Saved entries
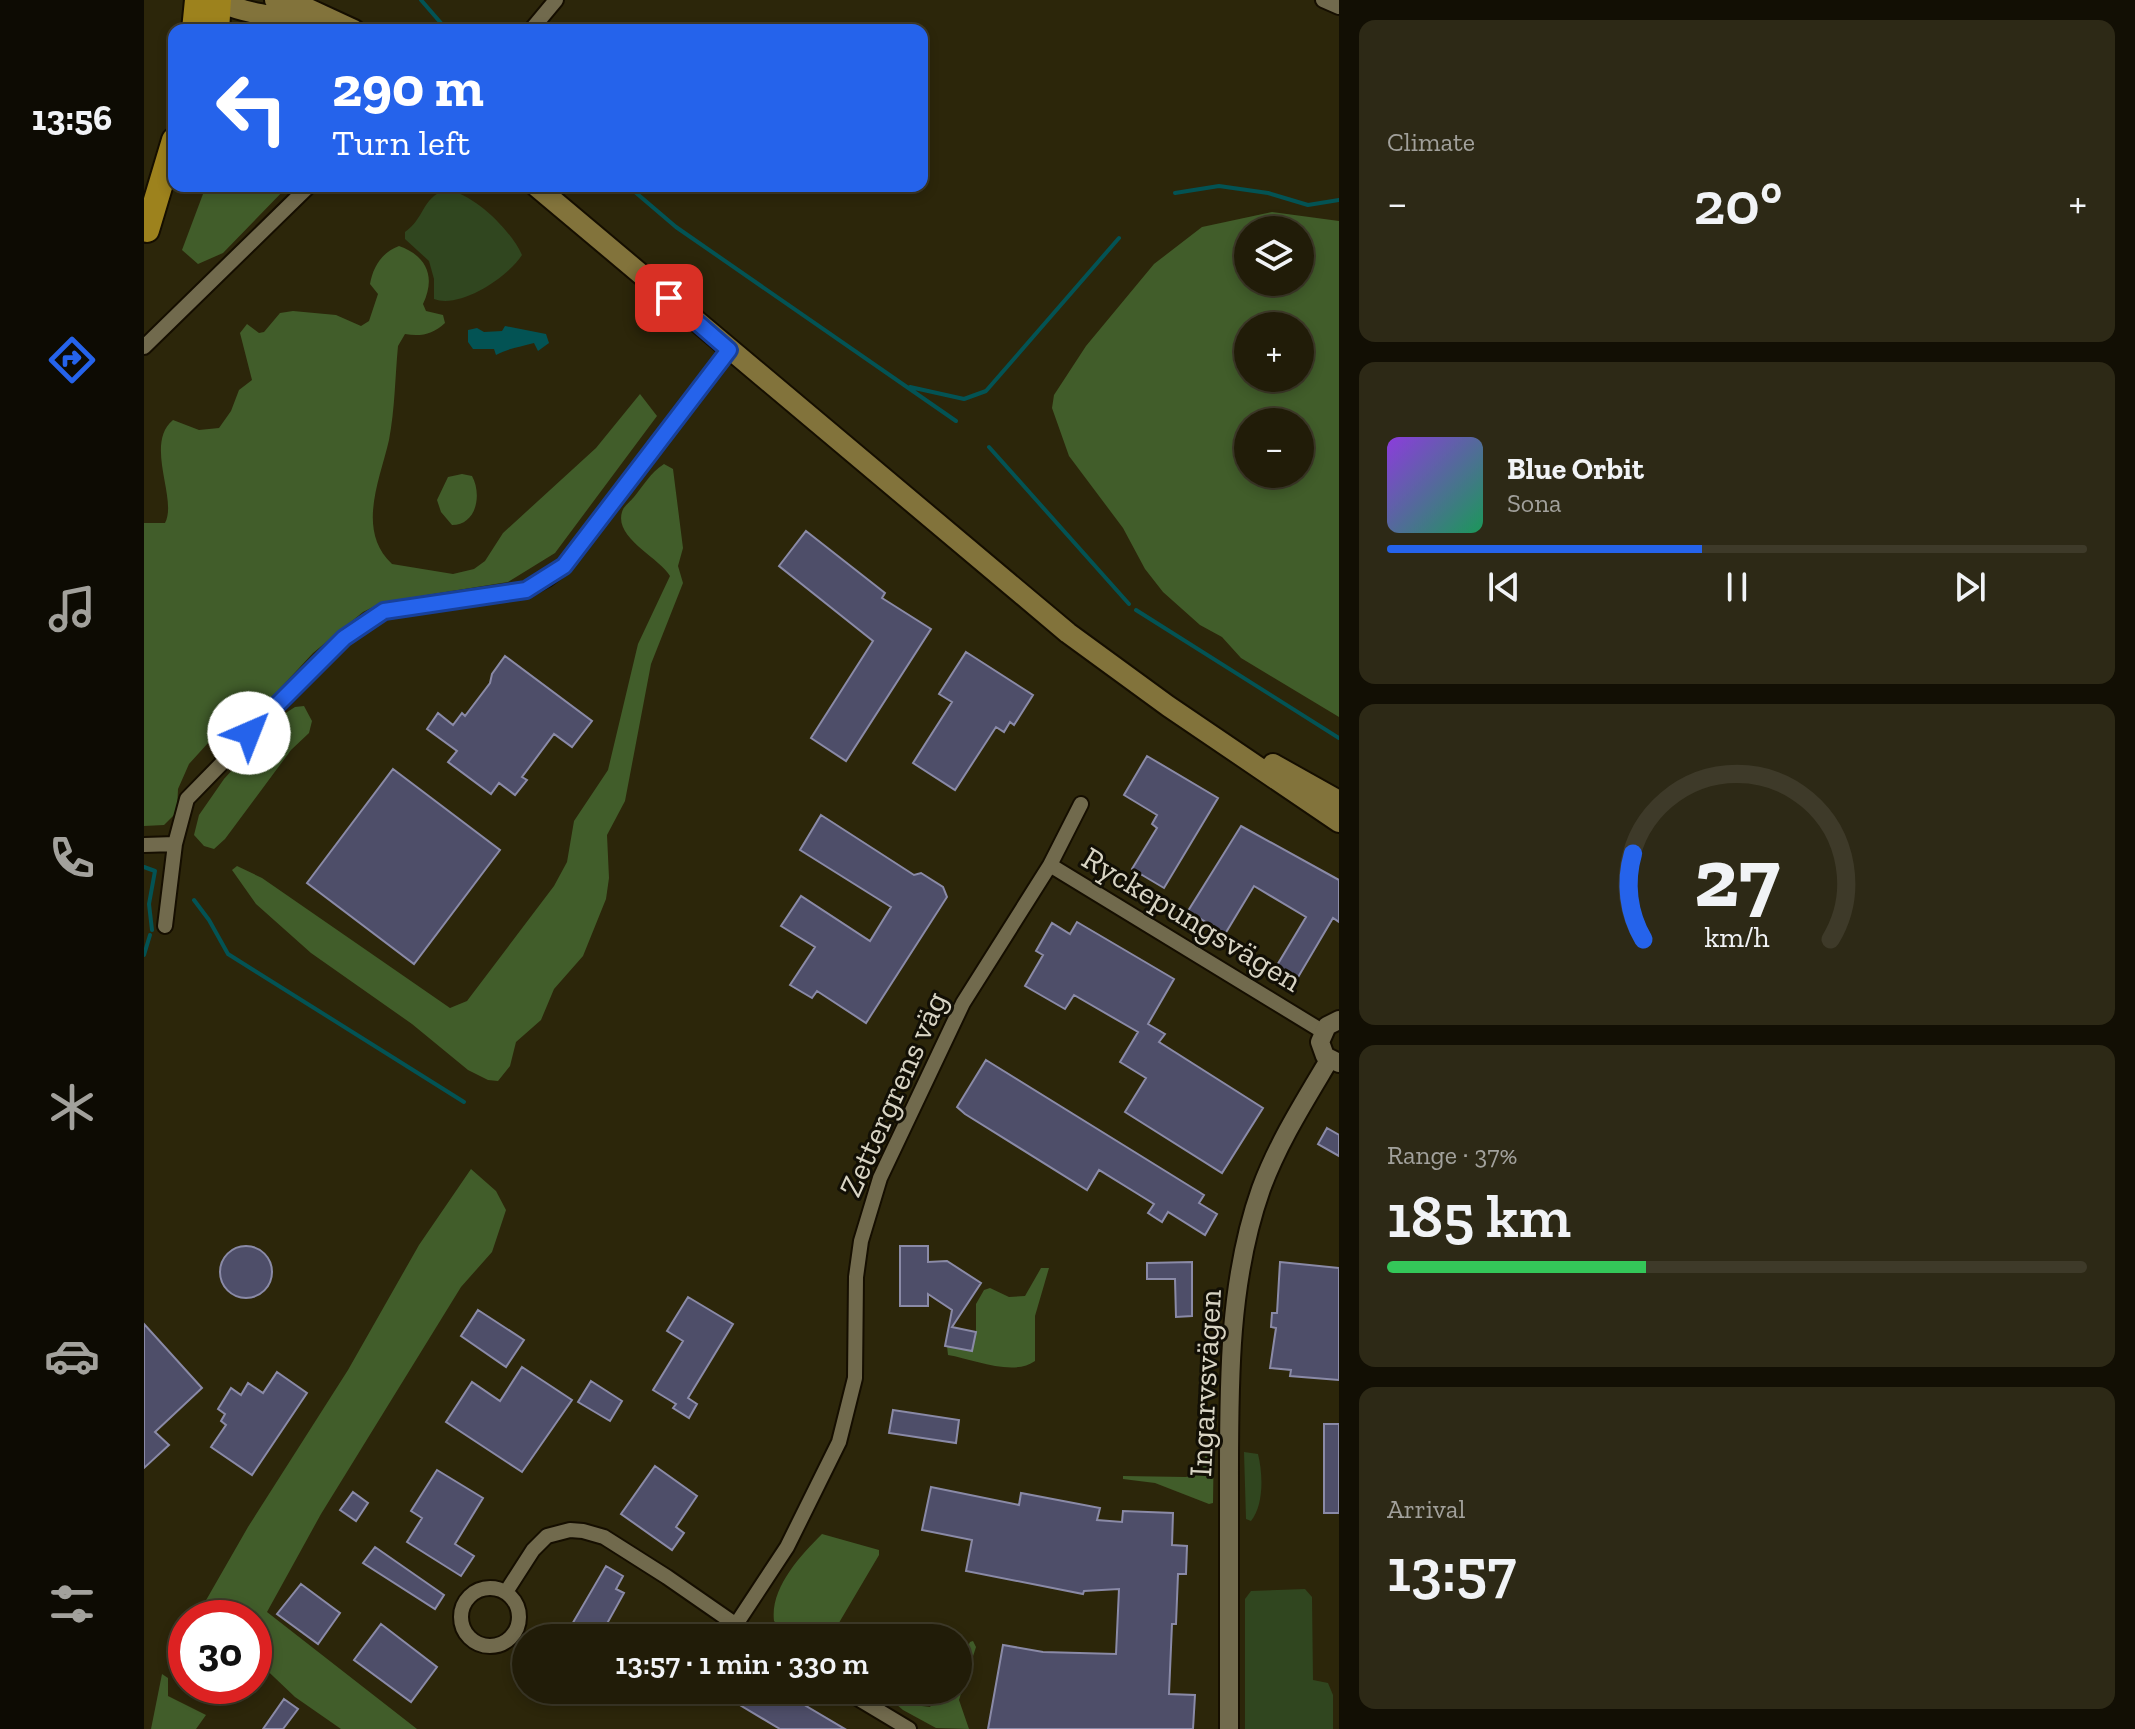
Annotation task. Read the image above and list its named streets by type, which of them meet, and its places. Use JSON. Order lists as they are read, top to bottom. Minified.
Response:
{"streets":{"street":["Ryckepungsvägen","Zettergrens väg","Ingarvsvägen"]},"crossings":[["Ryckepungsvägen","Zettergrens väg"]],"page":{"tabs":"13:56","tile":["Climate",["Range · 37%","185 km"],["Arrival","13:57"]],"turn":["290 m","Turn left"],"heat":["−","20°","+"],"map_buttons":["+","−"],"song":["Blue Orbit","Sona"],"limit":"30","trip":"13:57 · 1 min · 330 m","gauge":["27","km/h"]}}
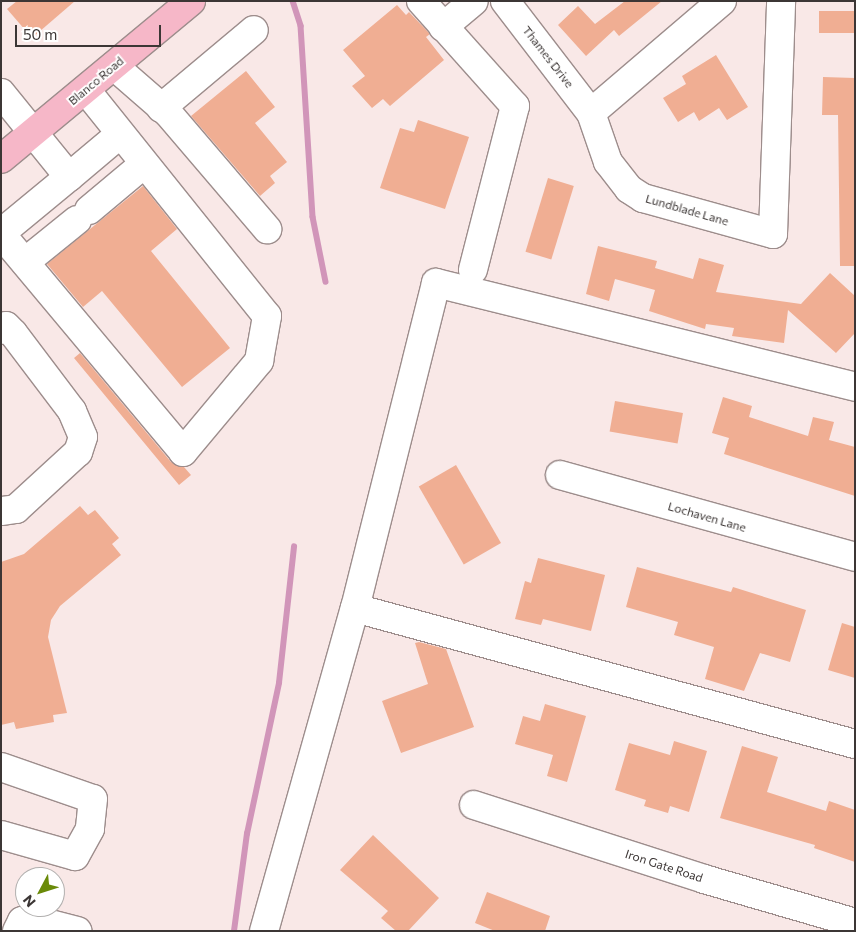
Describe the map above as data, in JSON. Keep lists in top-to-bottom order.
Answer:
{
  "streets": {
    "main road": ["Blanco Road"],
    "street": [
      "Thames Drive",
      "Lundblade Lane",
      "Lochaven Lane",
      "Iron Gate Road"
    ]
  },
  "crossings": [
    ["Thames Drive", "Lundblade Lane"]
  ],
  "scale_bar": "50 m",
  "north": "bottom left"
}
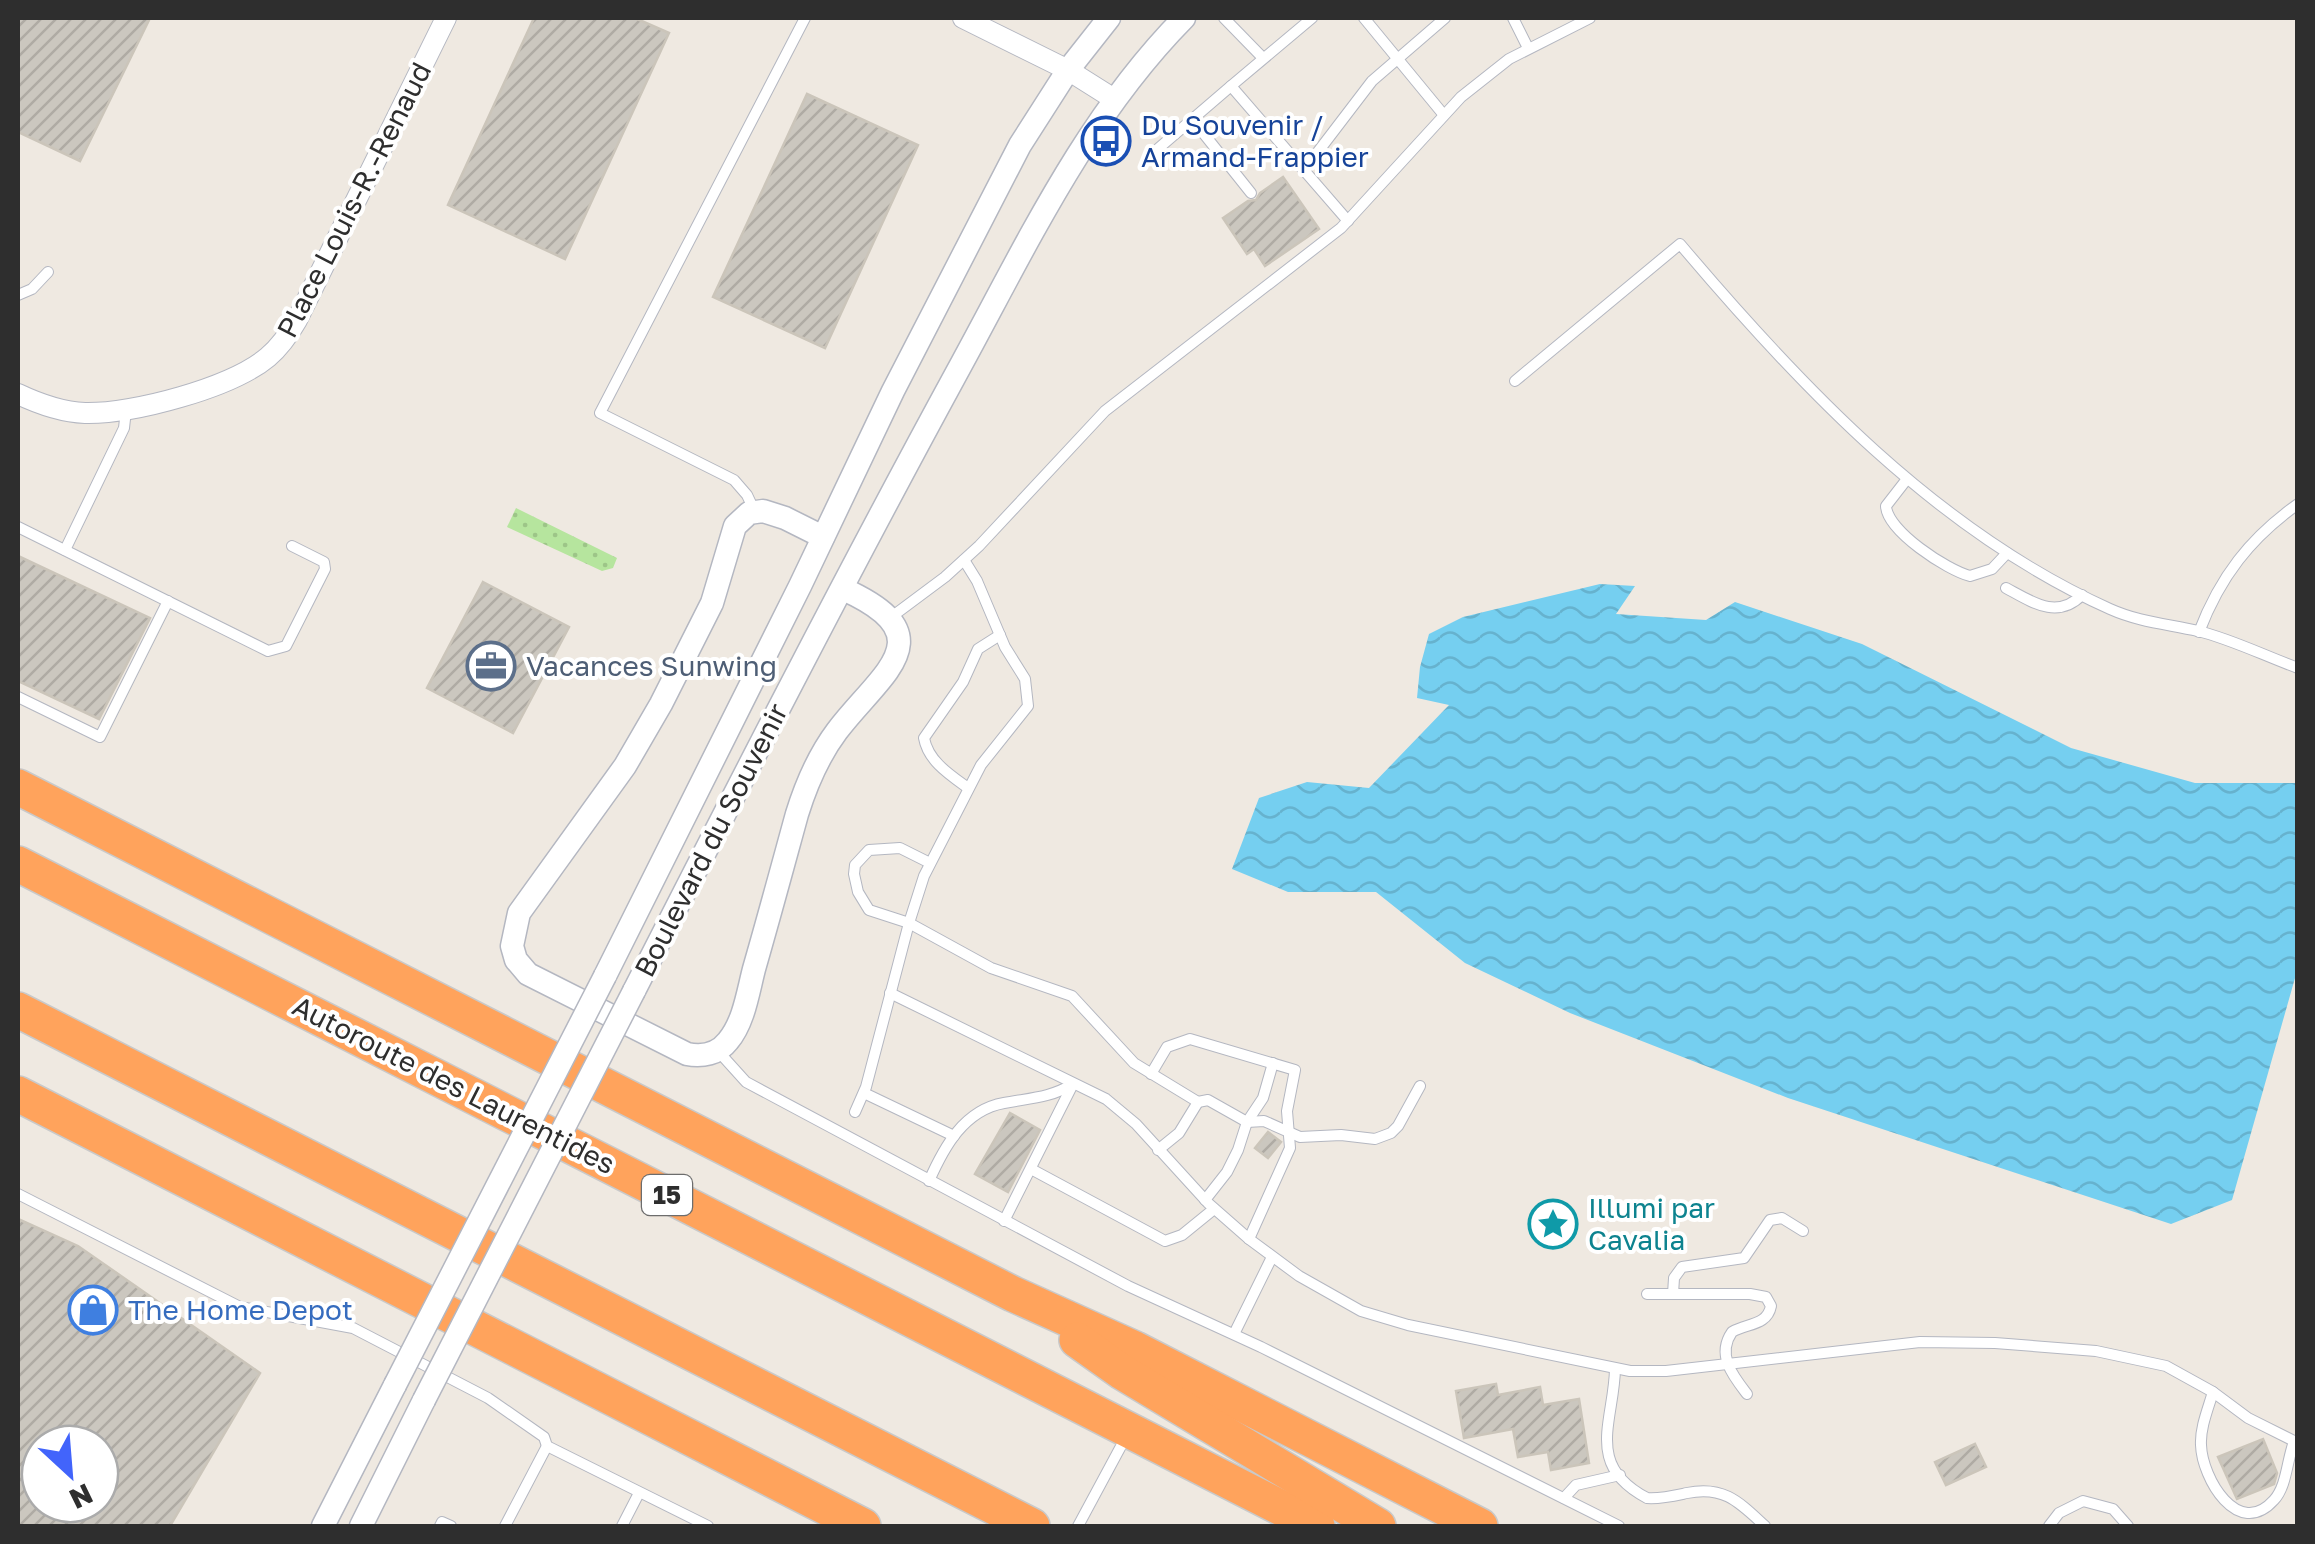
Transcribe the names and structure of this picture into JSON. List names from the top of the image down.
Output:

WHAT IS REQUIRED → Could you find each line in the entries that contains the string "above" and copy it?

YOUR RESPONSE →
Annotation task. Read the image above and list its named streets by type, which of them meet, and its places. Use JSON. Order lists as they are read, top to bottom. Minified.
Describe the map above as data, in JSON. Keep lists in top-to-bottom order.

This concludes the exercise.